One of the groups working on the advocacy had a page stating something along the lines of AI being more likely than not to be used by bad actors to hack literally everything, shut down the internet, and cause a societal collapse. If someone who it’s important to persuade asked a cybersecurity expert about the threat model, the cybersecurity expert would’ve said that even given the assumption of AIs powerful enough to hack being trained, the story wouldn’t go this way, and the authors don’t know what they’re talking about.[3] The page could also have incentivised people to invest in AI cyber offence capabilities. I thought all of that could’ve had a downside risk big enough for spending my time on this to make sense, so I talked to them, and they’ve made some changes.

Many people advocating for AI regulation don’t understand why the problem is, indeed, a problem. They often don’t have a technical background that allows them to explain the x-risk. Technical experts might say that these people don’t understand AI, and they would be right.[4] People from the leading AI labs might be able to predict everything they can say and prepare replies to all their arguments.

Conclusion

This is really important to get right.

People working on advocacy are awesome. They’re smart and caring. But I think some of their strategies carry significant downside risks.

AI Alignment won’t be solved if given a couple more years.

Make actual arguments people believe in, rather than trying to play 4d PR chess.

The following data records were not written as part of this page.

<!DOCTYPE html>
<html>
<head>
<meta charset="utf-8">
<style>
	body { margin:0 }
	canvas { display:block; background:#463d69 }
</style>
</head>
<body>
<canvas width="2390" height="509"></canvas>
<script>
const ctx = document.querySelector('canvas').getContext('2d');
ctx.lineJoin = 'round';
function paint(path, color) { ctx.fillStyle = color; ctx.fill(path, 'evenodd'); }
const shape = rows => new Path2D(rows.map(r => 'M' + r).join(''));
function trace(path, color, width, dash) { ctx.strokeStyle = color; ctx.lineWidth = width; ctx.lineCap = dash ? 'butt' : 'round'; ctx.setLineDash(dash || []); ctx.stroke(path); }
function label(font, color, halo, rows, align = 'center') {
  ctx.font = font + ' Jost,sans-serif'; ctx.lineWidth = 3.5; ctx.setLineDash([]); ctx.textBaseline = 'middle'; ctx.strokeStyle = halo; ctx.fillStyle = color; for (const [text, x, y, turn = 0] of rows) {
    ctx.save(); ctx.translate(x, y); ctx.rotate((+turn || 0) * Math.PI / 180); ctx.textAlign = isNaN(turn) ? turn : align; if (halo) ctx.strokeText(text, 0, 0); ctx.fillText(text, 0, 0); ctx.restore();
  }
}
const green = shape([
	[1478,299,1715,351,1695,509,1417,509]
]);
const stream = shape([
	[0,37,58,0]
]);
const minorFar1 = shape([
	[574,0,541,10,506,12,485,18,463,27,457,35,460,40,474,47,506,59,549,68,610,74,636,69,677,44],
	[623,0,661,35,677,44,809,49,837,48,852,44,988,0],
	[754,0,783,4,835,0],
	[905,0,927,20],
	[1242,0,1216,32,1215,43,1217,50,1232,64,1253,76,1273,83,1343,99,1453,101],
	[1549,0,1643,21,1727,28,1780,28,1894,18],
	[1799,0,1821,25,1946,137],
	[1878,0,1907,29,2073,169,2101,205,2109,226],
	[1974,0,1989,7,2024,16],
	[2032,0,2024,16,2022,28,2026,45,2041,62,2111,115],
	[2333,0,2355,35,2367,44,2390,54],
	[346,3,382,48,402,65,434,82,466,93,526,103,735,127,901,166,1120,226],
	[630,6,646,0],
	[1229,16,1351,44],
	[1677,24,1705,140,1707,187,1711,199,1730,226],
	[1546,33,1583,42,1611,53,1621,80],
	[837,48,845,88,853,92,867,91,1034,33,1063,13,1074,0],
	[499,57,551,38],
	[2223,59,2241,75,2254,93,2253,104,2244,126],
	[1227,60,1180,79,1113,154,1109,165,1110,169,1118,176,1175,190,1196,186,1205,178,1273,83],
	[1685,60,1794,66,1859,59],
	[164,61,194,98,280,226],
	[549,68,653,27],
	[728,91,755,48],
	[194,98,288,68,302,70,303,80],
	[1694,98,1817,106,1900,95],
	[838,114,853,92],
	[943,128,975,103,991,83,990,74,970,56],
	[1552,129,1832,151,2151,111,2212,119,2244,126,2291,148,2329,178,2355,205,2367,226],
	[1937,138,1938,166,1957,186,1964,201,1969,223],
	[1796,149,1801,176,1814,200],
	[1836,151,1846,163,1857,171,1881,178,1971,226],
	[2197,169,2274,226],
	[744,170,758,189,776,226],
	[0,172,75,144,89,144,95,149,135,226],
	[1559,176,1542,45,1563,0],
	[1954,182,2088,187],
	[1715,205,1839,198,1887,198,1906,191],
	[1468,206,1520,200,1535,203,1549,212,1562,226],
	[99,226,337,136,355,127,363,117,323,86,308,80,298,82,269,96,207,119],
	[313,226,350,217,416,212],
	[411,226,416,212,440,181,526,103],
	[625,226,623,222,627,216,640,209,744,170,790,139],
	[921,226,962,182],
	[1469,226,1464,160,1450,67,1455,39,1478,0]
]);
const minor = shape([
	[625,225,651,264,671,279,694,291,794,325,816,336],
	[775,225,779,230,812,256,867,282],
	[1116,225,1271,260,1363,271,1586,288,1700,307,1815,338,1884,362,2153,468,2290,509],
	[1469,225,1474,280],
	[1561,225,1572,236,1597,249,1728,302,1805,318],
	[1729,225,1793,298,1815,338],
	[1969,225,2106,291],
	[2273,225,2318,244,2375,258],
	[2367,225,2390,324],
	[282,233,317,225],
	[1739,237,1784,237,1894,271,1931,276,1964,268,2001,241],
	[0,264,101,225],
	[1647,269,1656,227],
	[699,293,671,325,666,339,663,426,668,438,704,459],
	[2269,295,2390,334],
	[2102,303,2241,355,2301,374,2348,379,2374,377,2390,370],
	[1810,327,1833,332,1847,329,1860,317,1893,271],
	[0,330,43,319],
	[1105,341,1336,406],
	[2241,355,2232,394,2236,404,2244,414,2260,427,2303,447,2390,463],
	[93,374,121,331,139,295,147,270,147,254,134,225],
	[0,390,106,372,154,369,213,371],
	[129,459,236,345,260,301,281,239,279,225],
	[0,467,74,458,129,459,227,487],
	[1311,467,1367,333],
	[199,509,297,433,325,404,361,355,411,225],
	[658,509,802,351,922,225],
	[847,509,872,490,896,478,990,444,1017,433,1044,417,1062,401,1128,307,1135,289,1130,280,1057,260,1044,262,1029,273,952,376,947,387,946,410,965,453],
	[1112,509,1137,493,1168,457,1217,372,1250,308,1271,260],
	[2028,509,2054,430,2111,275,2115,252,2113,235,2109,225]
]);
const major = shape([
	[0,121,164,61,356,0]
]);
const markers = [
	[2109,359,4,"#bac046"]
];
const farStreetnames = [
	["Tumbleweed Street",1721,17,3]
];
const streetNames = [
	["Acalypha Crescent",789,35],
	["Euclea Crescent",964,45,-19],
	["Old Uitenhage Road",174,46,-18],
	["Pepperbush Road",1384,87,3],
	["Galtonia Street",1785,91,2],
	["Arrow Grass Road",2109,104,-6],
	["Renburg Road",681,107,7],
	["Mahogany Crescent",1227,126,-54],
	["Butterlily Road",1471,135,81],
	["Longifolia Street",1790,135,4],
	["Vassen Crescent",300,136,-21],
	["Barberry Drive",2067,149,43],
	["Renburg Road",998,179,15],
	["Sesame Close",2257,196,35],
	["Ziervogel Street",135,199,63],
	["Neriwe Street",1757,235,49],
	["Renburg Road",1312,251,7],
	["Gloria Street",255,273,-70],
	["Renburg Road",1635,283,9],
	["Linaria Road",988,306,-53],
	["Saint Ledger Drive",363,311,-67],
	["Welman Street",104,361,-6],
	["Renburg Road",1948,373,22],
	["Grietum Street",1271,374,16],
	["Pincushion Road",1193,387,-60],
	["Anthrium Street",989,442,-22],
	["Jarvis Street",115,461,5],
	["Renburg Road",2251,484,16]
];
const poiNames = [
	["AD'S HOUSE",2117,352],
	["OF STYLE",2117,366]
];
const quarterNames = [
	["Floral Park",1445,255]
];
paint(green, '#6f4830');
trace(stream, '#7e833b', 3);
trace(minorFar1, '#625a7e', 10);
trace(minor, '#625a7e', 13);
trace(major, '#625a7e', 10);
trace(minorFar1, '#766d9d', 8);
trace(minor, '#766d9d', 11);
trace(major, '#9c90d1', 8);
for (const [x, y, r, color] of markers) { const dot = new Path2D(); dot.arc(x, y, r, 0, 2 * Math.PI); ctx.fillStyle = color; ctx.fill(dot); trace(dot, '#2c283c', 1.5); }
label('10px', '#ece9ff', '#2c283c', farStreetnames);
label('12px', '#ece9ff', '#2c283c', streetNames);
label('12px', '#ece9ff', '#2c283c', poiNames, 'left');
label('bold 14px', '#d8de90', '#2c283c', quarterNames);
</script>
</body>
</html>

Honest arguments for slowing down that don’t include the x-risk might be fine if made extremely carefully. Be honest, be careful, do premortems of advocacy and public outreach attempts, and find people who can help you with those premortems.

  1. ^

    Not central, but possibly makes sense to address: some people might have a theory of change that their interventions will cause everyone to die a bit later than they otherwise would. This might seem pretty valuable to some people, especially if they think it’s the best they can do. However, many of these interventions decrease the likelihood of preventing an existential catastrophe. If you care about future generations, and there’s a meaningful chance of stumbling across a way to increase the probability of humanity surviving, then the total potential change in the probability times the sheer number of future people and the value of their lives is probably worth much more than making 8 billion people live for a couple of years longer. If a direction of work makes it harder to prevent the x-risk, maybe don’t pursue it? (And if you’re not a long-termist, maybe it makes more sense to donate to charities that prolong the life the most per dollar within the time limit and not focus on AI.)

  2. ^

    I expect people here to agree the labs shouldn’t be able to train anything too smart until everyone agrees it is safe, so this post isn’t about why this happens by default. But if you’re working on alignment, and think scalable oversight might work by default, in less than 20 years, you might be losing the hard parts of the problem out of sight. I wrote a post on this.

  3. ^

    In particular, the page did not address the fact that (I think; I’m not a cybersecurity expert) people training the AI might try to find and make patches for potential vulnerabilities, and even with widely available models, an increase in AI abilities is likely to lead to increase in the number of bugs good actors can find and patch more than the number of bugs bad actors can find and exploit. It talked about a likely societal collapse caused by bad actors shutting down the internet, but bad actors don’t really have an incentive to shut down the internet. With proprietary codebases, good actors get access to the ability to find and fix bugs earlier than bad actors are able to exploit their systems as black boxes.[5]

  4. ^

    Technically, I don’t think anyone really understands AI, but there are varying degrees.

  5. ^

    I also think that at the point where AI is smart enough to discover important zero-days and write exploits for them much faster than humans, it’s probably already powerful enough to be around the sharp left turn dynamics and the capabilities necessary to escape and then kill everyone, and you have to discover a way to align it before that happens, or it causes the deaths of everyone instead of a societal collapse.